▶ _What you have to do_
Work out how many lines in the data below contain "labels", and state that count with nothing added.

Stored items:
▽
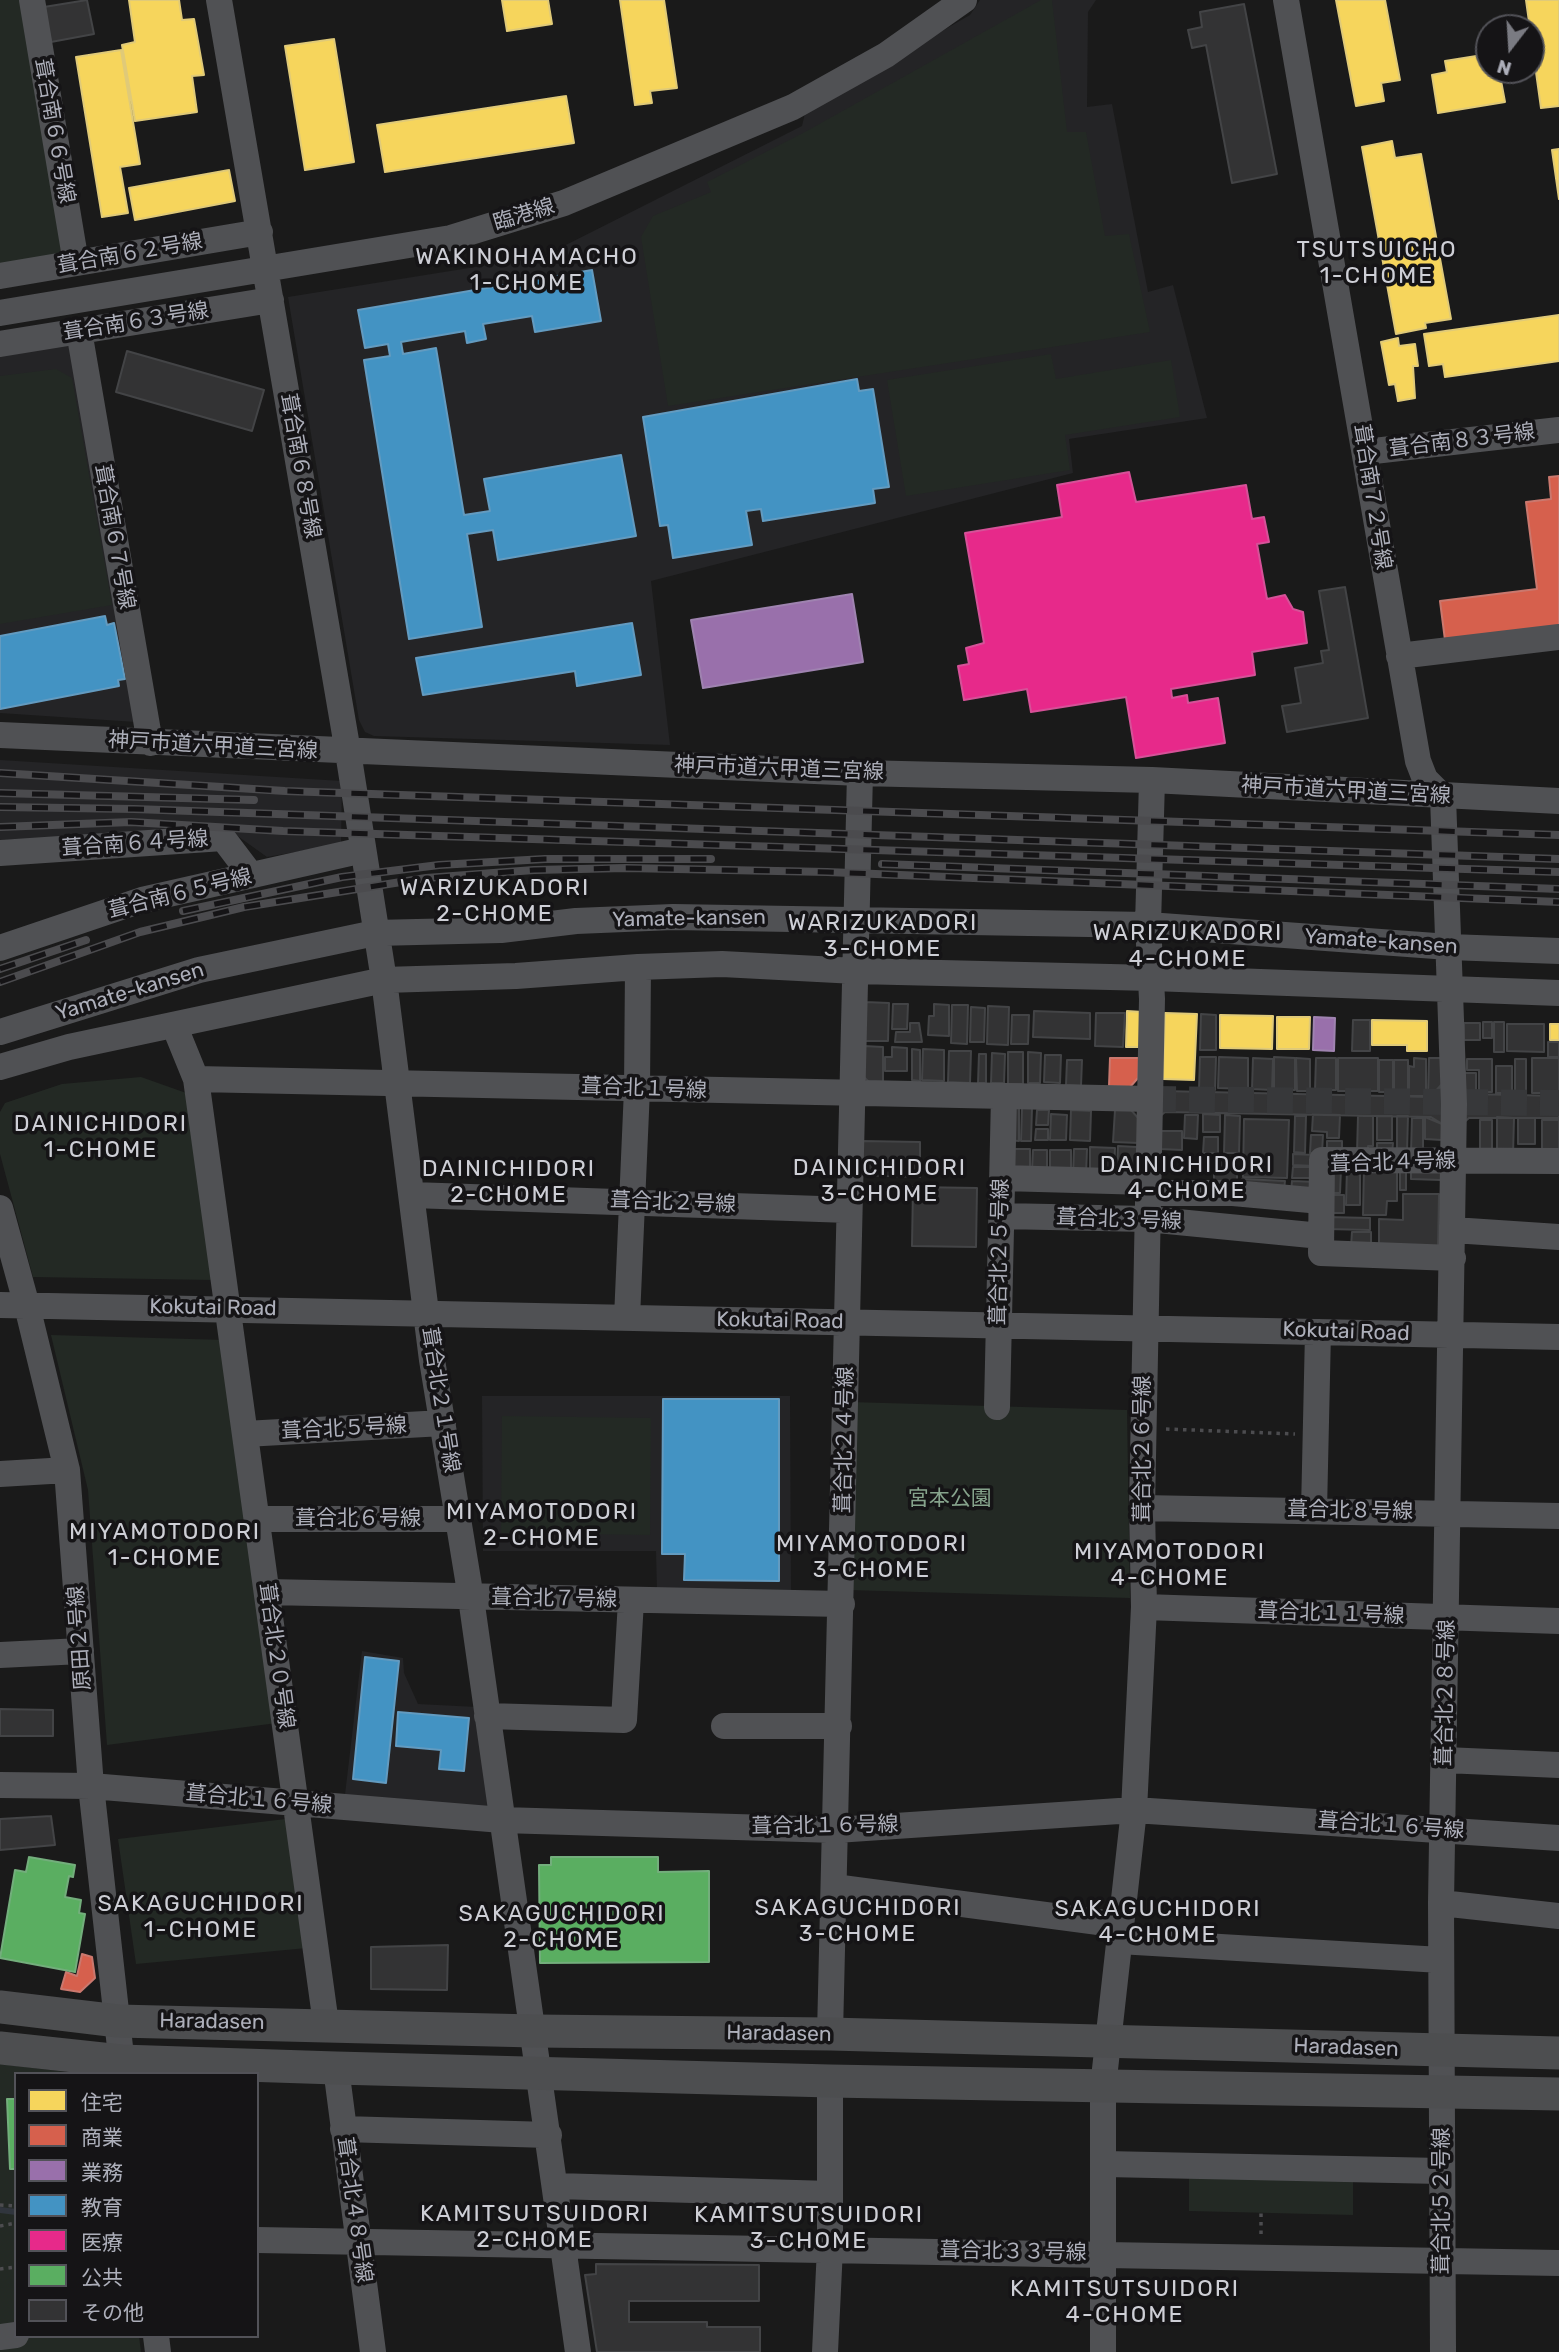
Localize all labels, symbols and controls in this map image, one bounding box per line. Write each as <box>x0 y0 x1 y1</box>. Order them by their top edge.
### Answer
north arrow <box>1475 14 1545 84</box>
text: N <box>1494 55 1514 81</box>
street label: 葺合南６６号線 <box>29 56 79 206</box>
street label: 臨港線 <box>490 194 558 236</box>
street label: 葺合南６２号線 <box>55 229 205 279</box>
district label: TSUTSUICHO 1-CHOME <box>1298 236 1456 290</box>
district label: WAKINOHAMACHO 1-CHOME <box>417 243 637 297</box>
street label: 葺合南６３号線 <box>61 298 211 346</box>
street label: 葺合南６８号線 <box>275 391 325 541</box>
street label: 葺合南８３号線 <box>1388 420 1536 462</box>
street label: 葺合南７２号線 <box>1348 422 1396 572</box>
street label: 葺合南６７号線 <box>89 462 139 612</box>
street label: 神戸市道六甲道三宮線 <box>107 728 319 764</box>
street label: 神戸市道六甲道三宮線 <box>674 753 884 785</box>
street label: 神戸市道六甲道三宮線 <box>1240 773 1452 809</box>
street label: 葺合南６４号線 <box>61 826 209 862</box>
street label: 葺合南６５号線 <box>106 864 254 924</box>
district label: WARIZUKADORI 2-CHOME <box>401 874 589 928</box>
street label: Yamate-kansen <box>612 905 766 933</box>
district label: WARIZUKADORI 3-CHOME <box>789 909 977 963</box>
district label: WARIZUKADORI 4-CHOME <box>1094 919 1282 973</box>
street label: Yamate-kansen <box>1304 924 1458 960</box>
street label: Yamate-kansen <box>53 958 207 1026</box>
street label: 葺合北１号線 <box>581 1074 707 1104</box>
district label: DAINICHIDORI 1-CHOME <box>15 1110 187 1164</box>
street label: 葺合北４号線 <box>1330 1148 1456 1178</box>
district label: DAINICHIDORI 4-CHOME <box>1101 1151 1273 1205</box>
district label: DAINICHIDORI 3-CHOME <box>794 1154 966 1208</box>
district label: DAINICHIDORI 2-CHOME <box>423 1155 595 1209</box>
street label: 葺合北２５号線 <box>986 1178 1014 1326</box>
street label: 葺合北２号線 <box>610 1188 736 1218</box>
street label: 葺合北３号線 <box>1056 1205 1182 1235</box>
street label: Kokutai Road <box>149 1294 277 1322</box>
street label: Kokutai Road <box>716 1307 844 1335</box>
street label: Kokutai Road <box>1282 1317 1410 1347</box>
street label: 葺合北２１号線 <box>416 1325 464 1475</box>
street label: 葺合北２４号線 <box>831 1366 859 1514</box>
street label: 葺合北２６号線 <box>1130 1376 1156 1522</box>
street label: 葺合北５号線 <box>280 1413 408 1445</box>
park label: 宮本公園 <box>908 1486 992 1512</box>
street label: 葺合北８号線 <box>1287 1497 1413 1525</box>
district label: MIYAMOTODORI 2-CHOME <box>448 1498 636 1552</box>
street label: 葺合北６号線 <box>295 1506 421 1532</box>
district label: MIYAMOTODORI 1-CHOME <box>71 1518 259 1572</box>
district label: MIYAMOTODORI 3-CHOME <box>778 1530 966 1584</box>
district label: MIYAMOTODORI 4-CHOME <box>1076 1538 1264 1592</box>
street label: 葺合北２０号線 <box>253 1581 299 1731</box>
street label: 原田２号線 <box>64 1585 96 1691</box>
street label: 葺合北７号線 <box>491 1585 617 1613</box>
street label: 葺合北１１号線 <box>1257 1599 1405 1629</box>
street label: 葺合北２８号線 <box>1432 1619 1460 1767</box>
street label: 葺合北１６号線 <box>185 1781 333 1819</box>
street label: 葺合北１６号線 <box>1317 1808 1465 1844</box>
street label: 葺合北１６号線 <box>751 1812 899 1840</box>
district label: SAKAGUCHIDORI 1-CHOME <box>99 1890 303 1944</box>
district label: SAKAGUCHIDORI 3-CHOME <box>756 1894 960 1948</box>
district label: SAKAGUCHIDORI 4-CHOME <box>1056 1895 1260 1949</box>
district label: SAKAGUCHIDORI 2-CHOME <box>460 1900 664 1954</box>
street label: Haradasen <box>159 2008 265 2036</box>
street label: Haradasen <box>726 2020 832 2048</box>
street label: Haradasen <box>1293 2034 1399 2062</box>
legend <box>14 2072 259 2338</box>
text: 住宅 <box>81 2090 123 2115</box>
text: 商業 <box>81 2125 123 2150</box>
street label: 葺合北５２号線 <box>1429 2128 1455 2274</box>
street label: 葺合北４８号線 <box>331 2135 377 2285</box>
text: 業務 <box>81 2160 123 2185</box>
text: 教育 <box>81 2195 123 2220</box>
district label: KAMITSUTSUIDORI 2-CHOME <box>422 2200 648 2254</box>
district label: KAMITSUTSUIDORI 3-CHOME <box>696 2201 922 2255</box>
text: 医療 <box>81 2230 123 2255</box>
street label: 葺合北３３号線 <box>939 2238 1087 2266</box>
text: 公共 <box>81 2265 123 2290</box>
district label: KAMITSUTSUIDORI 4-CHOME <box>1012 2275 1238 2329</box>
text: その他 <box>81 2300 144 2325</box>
△
▽
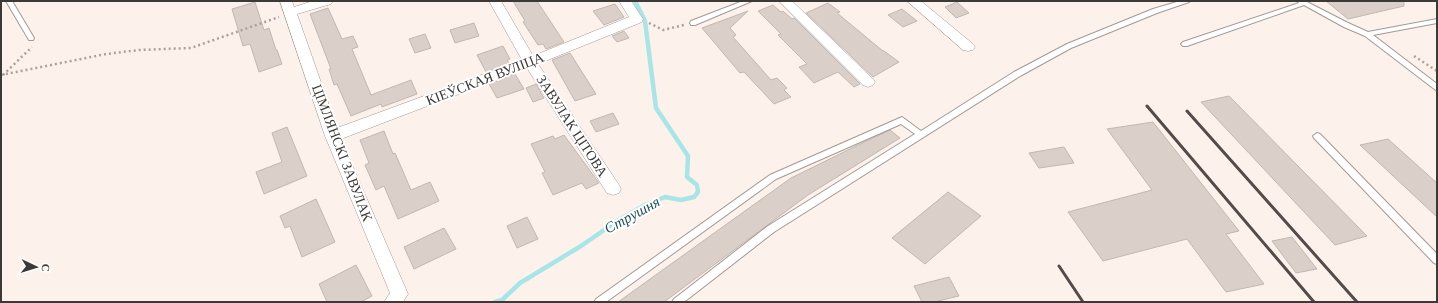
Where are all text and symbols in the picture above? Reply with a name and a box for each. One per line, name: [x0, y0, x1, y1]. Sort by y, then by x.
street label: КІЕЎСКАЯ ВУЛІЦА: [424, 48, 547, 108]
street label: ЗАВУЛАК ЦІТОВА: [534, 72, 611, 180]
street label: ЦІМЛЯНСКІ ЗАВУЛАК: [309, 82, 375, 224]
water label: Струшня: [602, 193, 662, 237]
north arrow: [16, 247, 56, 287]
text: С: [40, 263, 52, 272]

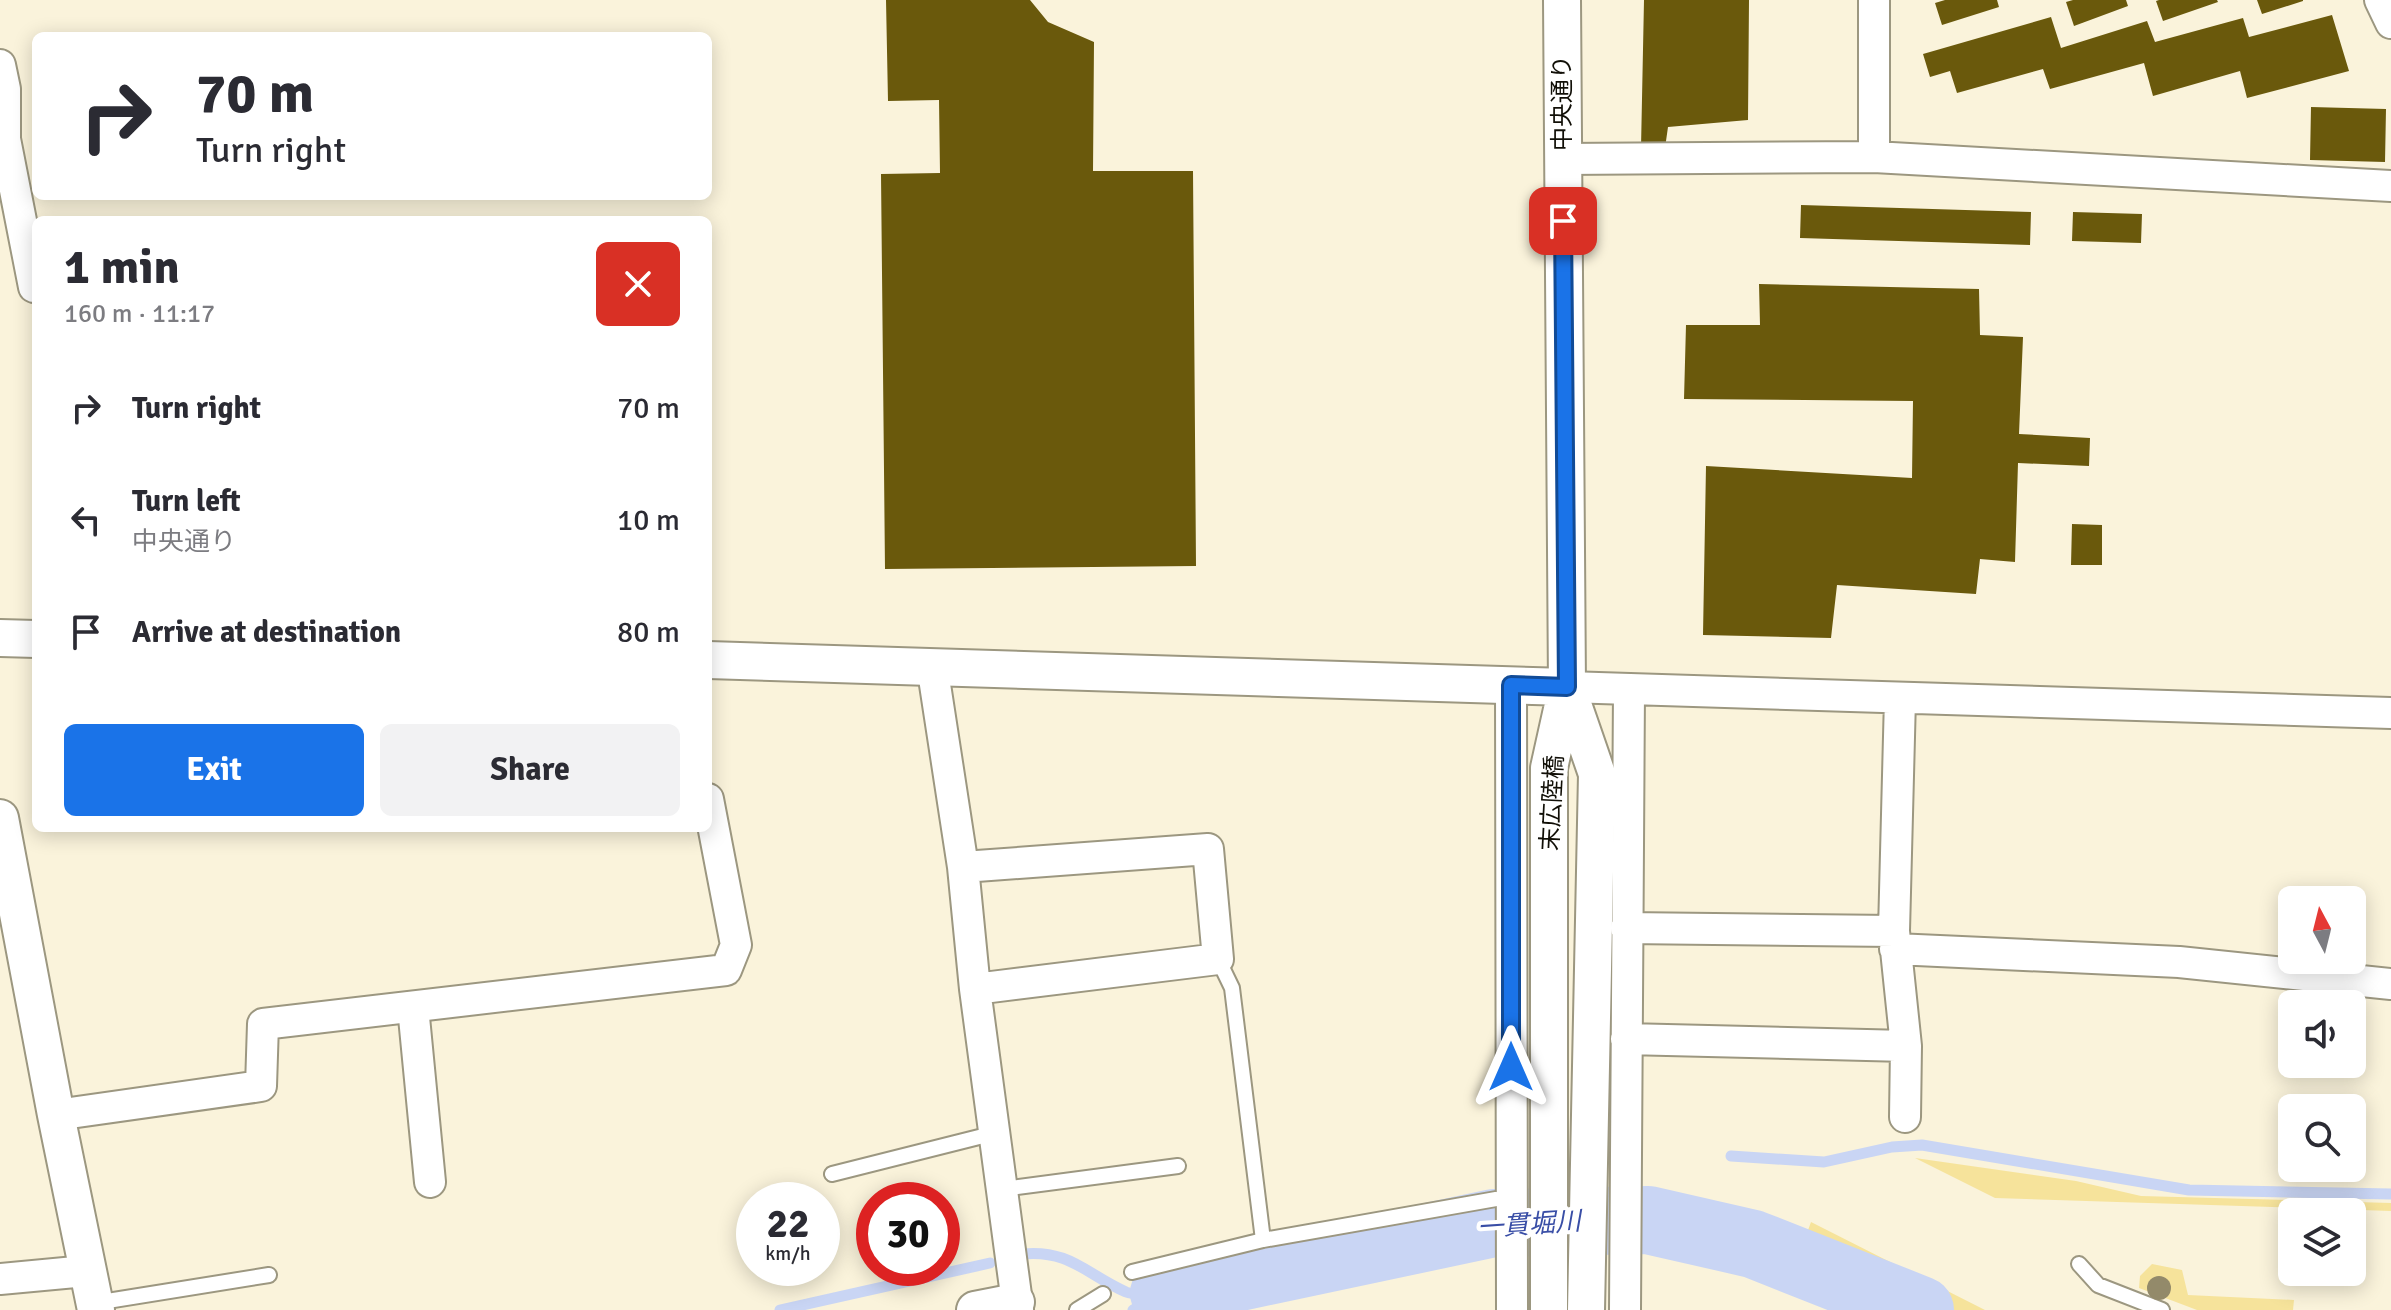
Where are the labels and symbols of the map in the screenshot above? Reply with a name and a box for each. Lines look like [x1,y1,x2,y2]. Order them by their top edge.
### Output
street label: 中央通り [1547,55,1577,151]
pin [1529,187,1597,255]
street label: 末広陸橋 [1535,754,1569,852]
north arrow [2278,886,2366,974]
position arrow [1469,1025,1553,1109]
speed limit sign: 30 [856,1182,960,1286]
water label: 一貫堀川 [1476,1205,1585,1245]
△
▶ _Solution for this problem_
2